The importance of this is that political favouritism is being counteracted. Literature on the subject states that the internet as the foundation for e-government increases the possibilities of anti-corruption measures, increasing transparency, democratisation and accountability. These are the steps that are being taken in Uruguay. These are encouraged by the fact that this has been a country with low corruption rates. At the same time there is the political will to produce positive changes.
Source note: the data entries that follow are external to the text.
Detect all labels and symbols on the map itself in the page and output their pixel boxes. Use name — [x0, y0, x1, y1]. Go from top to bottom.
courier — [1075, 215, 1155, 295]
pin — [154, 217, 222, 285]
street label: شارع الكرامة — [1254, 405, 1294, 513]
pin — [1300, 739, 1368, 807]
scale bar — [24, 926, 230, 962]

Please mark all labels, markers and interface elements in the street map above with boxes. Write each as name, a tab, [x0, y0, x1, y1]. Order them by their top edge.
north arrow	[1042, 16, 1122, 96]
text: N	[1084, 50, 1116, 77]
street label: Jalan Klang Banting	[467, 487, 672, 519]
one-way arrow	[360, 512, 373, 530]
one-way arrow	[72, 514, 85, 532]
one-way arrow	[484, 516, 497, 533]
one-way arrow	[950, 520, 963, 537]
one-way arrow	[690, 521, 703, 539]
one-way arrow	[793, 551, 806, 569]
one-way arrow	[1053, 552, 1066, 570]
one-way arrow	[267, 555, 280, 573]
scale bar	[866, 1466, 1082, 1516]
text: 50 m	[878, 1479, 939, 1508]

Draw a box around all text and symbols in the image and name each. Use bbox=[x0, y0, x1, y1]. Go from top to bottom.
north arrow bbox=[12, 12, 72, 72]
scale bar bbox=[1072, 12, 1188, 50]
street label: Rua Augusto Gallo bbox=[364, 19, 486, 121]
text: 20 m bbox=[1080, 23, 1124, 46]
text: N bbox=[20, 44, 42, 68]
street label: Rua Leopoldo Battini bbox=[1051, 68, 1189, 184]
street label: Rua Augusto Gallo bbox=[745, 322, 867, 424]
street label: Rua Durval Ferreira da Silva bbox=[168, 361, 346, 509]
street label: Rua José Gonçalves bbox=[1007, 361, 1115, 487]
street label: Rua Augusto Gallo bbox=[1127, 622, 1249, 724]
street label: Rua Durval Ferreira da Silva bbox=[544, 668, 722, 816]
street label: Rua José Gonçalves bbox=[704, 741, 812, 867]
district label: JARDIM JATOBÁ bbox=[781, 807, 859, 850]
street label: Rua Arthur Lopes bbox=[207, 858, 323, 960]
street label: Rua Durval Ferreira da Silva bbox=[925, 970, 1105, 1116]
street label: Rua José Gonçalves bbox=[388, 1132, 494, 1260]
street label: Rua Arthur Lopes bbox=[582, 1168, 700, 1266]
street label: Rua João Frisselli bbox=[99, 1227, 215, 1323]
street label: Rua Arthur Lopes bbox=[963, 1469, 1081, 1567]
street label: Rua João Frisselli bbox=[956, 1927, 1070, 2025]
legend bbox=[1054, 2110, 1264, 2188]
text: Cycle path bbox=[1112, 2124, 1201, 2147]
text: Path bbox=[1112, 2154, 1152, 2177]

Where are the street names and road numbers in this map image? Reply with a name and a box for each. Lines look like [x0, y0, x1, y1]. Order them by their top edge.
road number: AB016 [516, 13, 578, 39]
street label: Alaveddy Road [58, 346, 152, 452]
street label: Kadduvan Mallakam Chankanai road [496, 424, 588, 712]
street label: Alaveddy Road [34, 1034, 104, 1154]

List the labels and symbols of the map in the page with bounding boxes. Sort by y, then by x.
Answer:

This is a fertile context to develop e-government relationships with the citizens, and therefore transparency in public management.

 

Action steps

• Help establish processes of public debate and consultation using the internet when developing policy and legislation. The internet is a tool that, used in the correct way, enhances the opportunity for accountability and transparency.

• Political will is needed to increase participation and to make individuals not just passive receivers of decisions but also participants in debates. Citizens could demand participation through channels that enable fluid communication – and the internet is an excellent mechanism for this.

• The formation of forums before policies are adopted could be a good way to obtain input and feedback from stakeholders, strengthening the development of policies during the decision-making process, and not trying to do that afterwards. The internet is a channel that should be promoted for this purpose.

• It is necessary to encourage people to develop skills in cooperation, to strengthen their voices as critical agents, to be proactive, and to appropriate new technologies.

[1] Asociación por los Derechos Civiles and Open Society Institute (2008) El precio del silencio: Abuso de publicidad oficial y otras formas de censura en América Latina; Lanza, E. and Gómez, G. (2009) Libertad de expresión y publicidad oficial, Grupo Medios y Sociedad, Montevideo

[2] Radakovich, R. et al. (2012) Mapping Digital Media: Informe de Uruguay, Universidad de la República, Montevideo.

[3] cpi.transparency.org/cpi2011/results

[4] Sour-Vargas, L. (2007) Evaluando al gobierno electrónico: avances en la transparencia de las finanzas públicas estatales, Economía, Sociedad y Territorio, VI (23), p. 613-654.

[5] Tolbert, C. and Mossberger, K. (2006) The Effects of E-Government on Trust and Confidence in Government, Public Administration Review, May/June.

[6] Bertot et al. (2010) Using ICTs to create a culture of transparency: E-government and social media as openness and anti-corruption tools for societies, Government Information Quarterly, 27(3).

[7] Lyon, D. (2007) Surveillance, Power and Everyday Life: A chapter of the Oxford Handbook for Information and Communication Technologies. www.sscqueens.org/sites/default/files/oxford_ handbook.pdf

[8] Tolbert, C. and Mossberger, K. (2006) op.cit.

[9] Ndou, V. (2004) E-government for Developing Countries: Opportunities and Changes, Department of Business Administration, University of Shkoder, Albania

[10] Lenihan, D. (2002) E-Government, Federalism and Democracy: The New Governance, Centre for Collaborative Government.

[11] Ayala, A. (ed.) (2011) Políticas de uso de herramientas web 2.0 en la administración pública de América Latina: Informe de Investigación, CIESPAL, Quito.